Like most of the world I was repelled by the murderous terrorist attacks in Paris last week. My sinking heart went out to the dead and their families. Now my overwhelming emotion is one of contempt for the magazine Charlie Hebdo, and their defiant adherence to a creed that they have an inalienable right to offend, come what may. I find it as disgusting as that of the so-called Muslim /Islamist attackers and unmasks Charlie Hebdo as self-obsessed and self-important. The kindest interpretation of its actions is that working in a political and artistic bubble isolates them from wider society.
The printing of 3, and then 5, million copies of their latest issue – complete with another front cover depicting the Muslim Prophet Mohammed – is no more than a cynical milking of the genuine outpouring of support for the dead and bereaved but portrayed as unqualified support for the magazine itself.
It is ironic that a publication so niche, so marginal in France that it was allegedly on the brink of financial disaster and selling less than 60,000 copies per issue normally, has been saved by this unique, and hopefully, short term spike in sales. Copies of the latest issue are already changing hands on e-Bay for vastly inflated prices, which calls into question the motivation of some who queued to, allegedly, express their support for free speech by buying a copy. Perhaps some, like Charlie Hebdo itself, were just out to make a quick Euro.
If you look at back issues of Charlie Hebdo, which you can do online, you find a magazine with many graphics that are more caricature than cartoon: drawings which depend on, and reinforce, the worst racial and cultural stereotyping to make a point. Take the so-called cartoons of Prophet Mohammed: there are no reliable images of him (just as for Jesus Christ) so the lazy cartoonists depict him as a fat lipped, boggle eyed, bulbously or hook nosed man with a turban. The depiction of a Jew is the same, except for different headgear and hair curls. Irrespective of the religious offence they cause, they are offensive in themselves, full stop, and in my opinion are borderline racist.

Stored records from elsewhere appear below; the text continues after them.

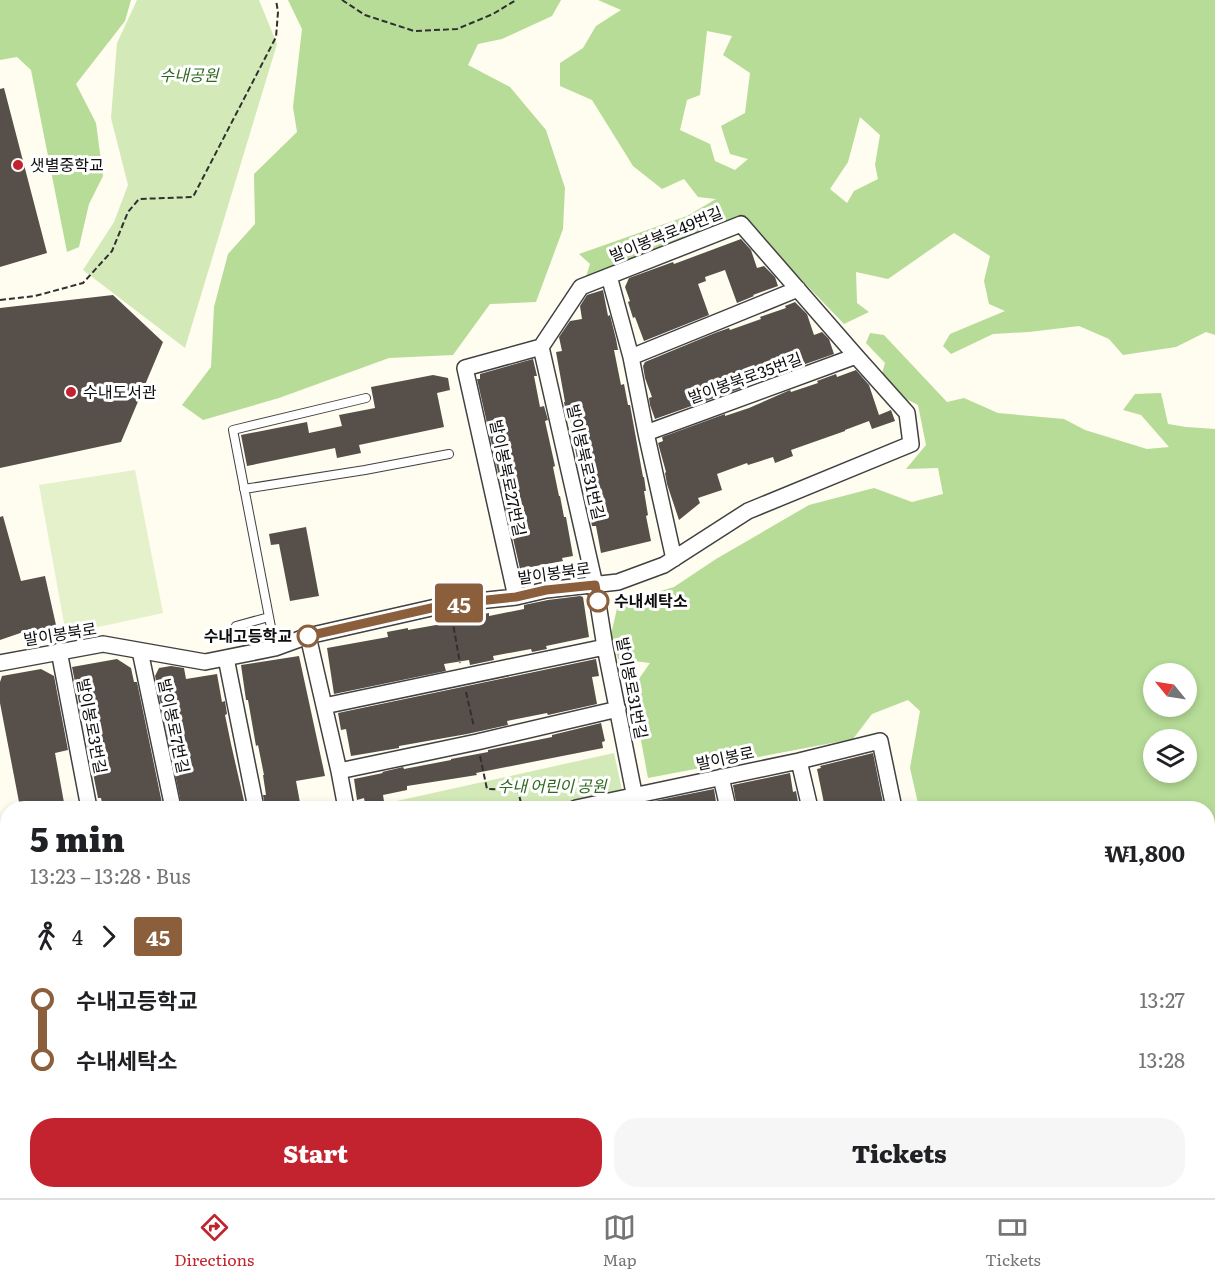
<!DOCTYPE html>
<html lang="en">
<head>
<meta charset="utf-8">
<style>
  :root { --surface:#fff; --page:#f6f6f6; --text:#202124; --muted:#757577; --line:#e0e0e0; --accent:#c2232e }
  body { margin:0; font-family:Literata,"Noto Sans KR",serif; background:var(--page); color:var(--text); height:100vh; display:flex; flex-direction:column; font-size:22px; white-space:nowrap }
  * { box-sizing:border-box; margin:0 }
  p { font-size:20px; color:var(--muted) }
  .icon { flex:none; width:33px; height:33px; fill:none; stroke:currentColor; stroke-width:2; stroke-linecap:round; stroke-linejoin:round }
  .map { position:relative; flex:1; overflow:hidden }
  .drawer { position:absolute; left:0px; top:801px; width:1215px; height:398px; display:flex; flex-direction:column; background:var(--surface); border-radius:24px 24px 0 0; box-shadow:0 3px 9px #0003 }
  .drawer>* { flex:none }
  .badge { padding:0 12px; border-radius:4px; font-size:21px; line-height:39px }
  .needle { width:39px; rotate:300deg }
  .fabs { position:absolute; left:1143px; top:663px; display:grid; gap:12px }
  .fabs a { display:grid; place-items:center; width:54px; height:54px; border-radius:50%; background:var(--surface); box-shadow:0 3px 9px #0003; font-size:30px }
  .map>.badge { position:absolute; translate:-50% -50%; box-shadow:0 0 0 3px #fff }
  .legs { display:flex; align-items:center; gap:9px; height:66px; padding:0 30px; font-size:20px }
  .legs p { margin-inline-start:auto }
  .head { display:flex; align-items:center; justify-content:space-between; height:102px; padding:0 30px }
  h1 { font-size:33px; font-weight:800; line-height:45px }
  .button { display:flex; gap:12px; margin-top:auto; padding:12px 30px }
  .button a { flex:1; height:69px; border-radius:24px; background:var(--accent); color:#fff; font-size:24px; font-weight:800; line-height:69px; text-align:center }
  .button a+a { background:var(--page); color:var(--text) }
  ul { padding:0 30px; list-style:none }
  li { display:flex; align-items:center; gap:21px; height:60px; font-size:22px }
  li i { display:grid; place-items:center; width:9px; height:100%; margin:0 8px; background:currentColor }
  li i::after { content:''; width:15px; height:15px; margin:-8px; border:4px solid; border-radius:50%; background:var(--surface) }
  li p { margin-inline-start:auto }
  li:first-child i { background:linear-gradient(#0000 50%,currentColor 0) }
  li:last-child i { background:linear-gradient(currentColor 50%,#0000 0) }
  .tabs { display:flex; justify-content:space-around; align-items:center; height:84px; border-top:2px solid var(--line); background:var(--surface); font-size:16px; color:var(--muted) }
  .tabs a { display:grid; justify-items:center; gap:3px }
  .tabs .on { color:var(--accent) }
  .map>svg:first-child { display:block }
  .green { fill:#d3eab8 }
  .forest { fill:#b7dc97; fill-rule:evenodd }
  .pitch { fill:#e5f1ca }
  .building { fill:#574f4a }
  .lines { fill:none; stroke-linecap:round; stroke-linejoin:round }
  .lane-casing { stroke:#414141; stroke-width:10 }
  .street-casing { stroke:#414141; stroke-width:18 }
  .secondary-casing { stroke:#303030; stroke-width:24 }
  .path { stroke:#303030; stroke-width:2; stroke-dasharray:6 3; stroke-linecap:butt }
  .lane { stroke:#fff; stroke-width:8 }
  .street { stroke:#fff; stroke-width:15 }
  .secondary { stroke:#fff4ab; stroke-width:21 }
  .line-1-casing { stroke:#fff; stroke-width:14 }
  .line-1 { stroke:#8b5e3c; stroke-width:9 }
  .poi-dot { fill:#c2232e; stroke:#fff; stroke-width:2 }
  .stop-1-dot { fill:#fff; stroke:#8b5e3c; stroke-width:3 }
  .labels { text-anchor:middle; stroke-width:6; stroke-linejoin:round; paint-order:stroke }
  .park-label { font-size:16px; font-style:italic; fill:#2e681d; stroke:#fff }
  .poi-label { font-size:16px; fill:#0e0e0e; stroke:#fff; text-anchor:start }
  .street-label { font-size:16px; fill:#0e0e0e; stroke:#fff }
  .stop-label { font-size:16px; font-weight:bold; fill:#0e0e0e; stroke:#fff; text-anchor:start }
</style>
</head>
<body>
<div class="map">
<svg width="1215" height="1198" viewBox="0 0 1215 1198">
  <rect width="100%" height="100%" fill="#fffcf0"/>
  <path class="green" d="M137 0H259L277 44 185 348 83 270 114 222 128 185 111 118 117 43Z
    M614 753 622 790 539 808H393L392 802Z"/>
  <path class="forest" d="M0 0H131L125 21 76 84 96 123 103 176 89 204 79 247 67 252 31 70 17 57 0 60Z
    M288 0H561L552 16 502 39 478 44 468 65 510 87 546 130 565 188 563 229 536 302 490 304 453 355 389 358 279 398 203 420 182 405 211 367 214 307 228 254 255 224 254 174 297 132 293 107 302 29Z
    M598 0H1215V335L1206 332 1176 347 1123 355 1109 339 1079 326 1029 332 993 334 951 354 943 346 950 334 1005 311 989 304 984 281 990 256 954 233 888 279 856 272 857 303 869 312 844 324 769 246 735 224 585 280 590 264 579 254 687 216 716 199 698 197 684 179 662 189 633 166 592 100 560 86V63L583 48 596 26 621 10ZM707 31 732 36 723 55 750 73 745 113 721 126 730 154 748 159 735 170 715 161 710 144 680 130 687 100 700 95ZM860 117 880 135 875 165 878 179 854 191 847 203 830 189 848 162Z
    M870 333 884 335 947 402 964 398 998 413 1064 419 1085 430 1147 449 1169 447 1141 415 1123 410 1135 394 1161 393 1168 424 1186 427 1215 429V1198H508L512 1191H1208V808H919L910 768 920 711 908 700 872 714 853 739 648 778 639 730 627 696 650 663 618 659 611 635 618 604 674 587 716 559 809 505 874 488 912 502 943 494 938 468 906 469 926 445 918 405 879 385 885 363 866 343ZM1154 674H1186V706H1154ZM1154 740H1186V772H1154Z"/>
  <path class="pitch" d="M135 470 163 613 66 634 39 485Z"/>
  <path class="building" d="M4 88 47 253 0 267V89Z
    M741 239 751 250 757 268 764 266 775 277 778 286 753 295 754 296 737 303 725 270 705 277 706 281 698 284 709 315 644 341 635 317 633 318 628 302 630 301 625 287 629 278 673 262 674 264Z
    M603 290 608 316 610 315 616 339 618 350H614L621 385 624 384 628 405H630L643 477H644L646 491H644L648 515 646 516 651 541 601 553 596 526H592L588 504 587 505 583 487H584L578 459H577L569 412 566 413 564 402H565L556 352 562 351 559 337 570 321 582 319 580 306 587 295Z
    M113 295 163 342 121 442 0 468V308Z
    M795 302 807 314 814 335 822 332 829 339 834 354 794 368 793 366 760 378 761 380 742 388 655 419 650 405 649 398 652 397 645 378 643 366 645 362 715 333 729 328 730 330 761 319 760 317 786 308 785 306Z
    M533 359 537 376H534L540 407 544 406 548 420 545 421 555 466 553 467 559 496H560L564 517H566L573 556 562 558 563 561 520 569 477 379H480V374Z
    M856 370 869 385 879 415 891 410 895 421 872 429 869 421 845 430V431L791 450 793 456 775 463 773 457 748 465 747 463 717 474 722 490 698 498 700 503 679 520 667 484 665 473 666 472 658 443 663 441 662 437 725 414V416L749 408 790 390 791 392 818 383 817 381 836 374 837 377Z
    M433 375 448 378 450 390 437 393 444 427 359 445 361 453 337 458 335 448 247 466 241 435 307 422 309 433 342 426 339 415 375 408 371 387Z
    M3 516 21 581 45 576 56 625 36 630 35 628 0 640V517Z
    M306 527 319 596 290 601 279 544 271 545 269 534Z
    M580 596 583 597 589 637 546 646 547 649 532 652 531 649 493 656 494 660 470 665 469 660 444 664 446 671 334 694 327 648 388 637 387 632 408 628V630L464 620V617L489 613V616L524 609V605L548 600Z
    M299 656 325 776 296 781 301 808H265L263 795H266L263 775H264L258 745 256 746 248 700H246L241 665Z
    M117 659 131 668 134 682H137L163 808H103L101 798H98L72 667Z
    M596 659 599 676 592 677 597 704 548 715 547 713 507 721 508 725 467 734 399 746V748L351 756 346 729 341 730 338 713Z
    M171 666 184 668 186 679 217 674 222 702 225 701 227 714 225 715 231 744 244 801 216 806V802L182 808 155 676 159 668Z
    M41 669 54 676 68 750 55 753 65 808H23L21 802H19L0 703V682L2 676Z
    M601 723 605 741 602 742 603 748 476 773 477 775 407 786V790L383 795 385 808H366L364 798 357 800 354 779 383 773 382 772 403 767 404 769 451 760V759L488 752V750L552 737V735Z
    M873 753 884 808H825L817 769 821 768 820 766Z
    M790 773 793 792 796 791 799 808H737L733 785Z
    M714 789 716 802 682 808H656L654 801Z"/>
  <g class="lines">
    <defs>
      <path id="lane" d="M244 489 365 470 449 454
        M236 626 269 617
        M275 648 233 430 366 398
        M0 1092 8 1091"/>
      <path id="street" d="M609 276 631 357 646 433 674 559
        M541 347 595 585 605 647 637 808
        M631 357 798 289
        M646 433 856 356
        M308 636 339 771 346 808
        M59 651 89 808
        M140 651 173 808
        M226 658 256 808
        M0 663 103 644 205 662 275 648 308 636 449 604 516 597 546 590 618 582 664 565 748 511 911 444 907 413 856 356 741 224 581 287 541 347 465 368 516 597
        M324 706 605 647
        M799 761 810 808
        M339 771 477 742 618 709
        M721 777 728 808
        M576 808 799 761 880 741 894 808
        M172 1191 174 1198
        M211 1191 213 1198
        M256 1191 257 1198
        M373 1191 379 1198
        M482 1198 487 1191"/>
      <path id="secondary" d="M0 892 8 930
        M65 1191 67 1198"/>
    </defs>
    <use href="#lane" class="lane-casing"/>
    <use href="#street" class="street-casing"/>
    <use href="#secondary" class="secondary-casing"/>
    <path class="path" d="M342 0 365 15 414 31 457 29 493 14 516 0
      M0 300 35 296 83 283 112 251 128 212 139 199 193 197 276 37 278 12 276 0
      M452 618 460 663
      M466 692 474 727
      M480 756 487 789 518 790 522 808
      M1208 1145 1215 1139
      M870 1191 875 1198
      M1133 1198 1143 1191"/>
    <use href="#lane" class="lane"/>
    <use href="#street" class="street"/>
    <use href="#secondary" class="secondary"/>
  </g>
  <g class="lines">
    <defs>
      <path id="line-1" d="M308 636 449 604 516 597 546 590 595 585 598 601"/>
    </defs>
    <use href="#line-1" class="line-1-casing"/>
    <use href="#line-1" class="line-1"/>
  </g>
  <g class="poi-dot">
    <circle cx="18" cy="165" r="6"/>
    <circle cx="71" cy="392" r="6"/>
  </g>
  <g class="stop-1-dot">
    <circle cx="598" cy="601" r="10"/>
    <circle cx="308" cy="636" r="10"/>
  </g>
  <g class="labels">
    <g class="park-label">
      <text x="189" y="81">수내공원</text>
      <text x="552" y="792">수내 어린이 공원</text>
    </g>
    <g class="poi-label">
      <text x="30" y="171">샛별중학교</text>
      <text x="83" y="398">수내도서관</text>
    </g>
    <g class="street-label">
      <text transform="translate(666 234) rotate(-22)" y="6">발이봉북로49번길</text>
      <text transform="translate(745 378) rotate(-20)" y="6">발이봉북로35번길</text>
      <text transform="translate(586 462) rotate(77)" y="6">발이봉북로31번길</text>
      <text transform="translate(508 478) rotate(78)" y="6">발이봉북로27번길</text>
      <text transform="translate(554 573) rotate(-8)" y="6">발이봉북로</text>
      <text transform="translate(60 634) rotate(-9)" y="6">발이봉북로</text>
      <text transform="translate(632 688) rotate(79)" y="6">발이봉로31번길</text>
      <text transform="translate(92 726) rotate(79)" y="6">발이봉로3번길</text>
      <text transform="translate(174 726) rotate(78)" y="6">발이봉로7번길</text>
      <text transform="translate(725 758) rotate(-12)" y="6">발이봉로</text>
    </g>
    <g class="stop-label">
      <text x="614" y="607">수내세탁소</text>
      <text x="292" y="642" text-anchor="end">수내고등학교</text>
    </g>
  </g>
</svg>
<div class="fabs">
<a><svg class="needle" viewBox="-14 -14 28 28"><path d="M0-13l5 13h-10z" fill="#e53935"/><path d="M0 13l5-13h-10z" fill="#757577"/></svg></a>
<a><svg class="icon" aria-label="layers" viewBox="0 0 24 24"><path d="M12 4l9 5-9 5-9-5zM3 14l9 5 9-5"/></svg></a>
</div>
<b class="badge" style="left:459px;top:603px;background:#8b5e3c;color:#fff">45</b>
<section class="drawer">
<div class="head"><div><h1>5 min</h1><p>13:23 – 13:28 · Bus</p></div><b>₩1,800</b></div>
<div class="legs"><svg class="icon" aria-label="walk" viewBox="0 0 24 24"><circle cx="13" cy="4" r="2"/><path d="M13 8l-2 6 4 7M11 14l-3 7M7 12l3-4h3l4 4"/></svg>4<svg class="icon" aria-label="forward" viewBox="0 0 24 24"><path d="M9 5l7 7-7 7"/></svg><b class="badge" style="background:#8b5e3c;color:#fff">45</b></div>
<ul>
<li><i style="color:#8b5e3c"></i><b>수내고등학교</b><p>13:27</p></li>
<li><i style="color:#8b5e3c"></i><b>수내세탁소</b><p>13:28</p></li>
</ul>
<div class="button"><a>Start</a><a>Tickets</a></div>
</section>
</div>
<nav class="tabs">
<a class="on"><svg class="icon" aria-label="directions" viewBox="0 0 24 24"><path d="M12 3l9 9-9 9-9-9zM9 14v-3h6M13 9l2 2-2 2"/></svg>Directions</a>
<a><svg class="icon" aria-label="map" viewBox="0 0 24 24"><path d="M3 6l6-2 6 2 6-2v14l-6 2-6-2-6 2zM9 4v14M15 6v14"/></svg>Map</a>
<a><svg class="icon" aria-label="tickets" viewBox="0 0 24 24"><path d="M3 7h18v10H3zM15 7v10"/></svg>Tickets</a>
</nav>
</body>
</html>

Our concentration on Charlie Hebdo has, regrettably, distracted attention from a coincident attack by Boko Harram, another murderous gang pursuing what they claim is an Islamic agenda, killing 2000 not 14 – but then they are Africans killing Africans in Africa, not Parisians.
A BBC journalist reported that the latest, first post-attack, issue of the magazine carried a defiant message which said that if you weren’t ‘with’ Charlie Hebdo then……..

He declined to repeat what it actually said on air as it was too explicit to broadcast. You can imagine what Charlie Hebdo said.
Well, I’m not ‘with’ them: Je ne suis pas Charlie.  Are you?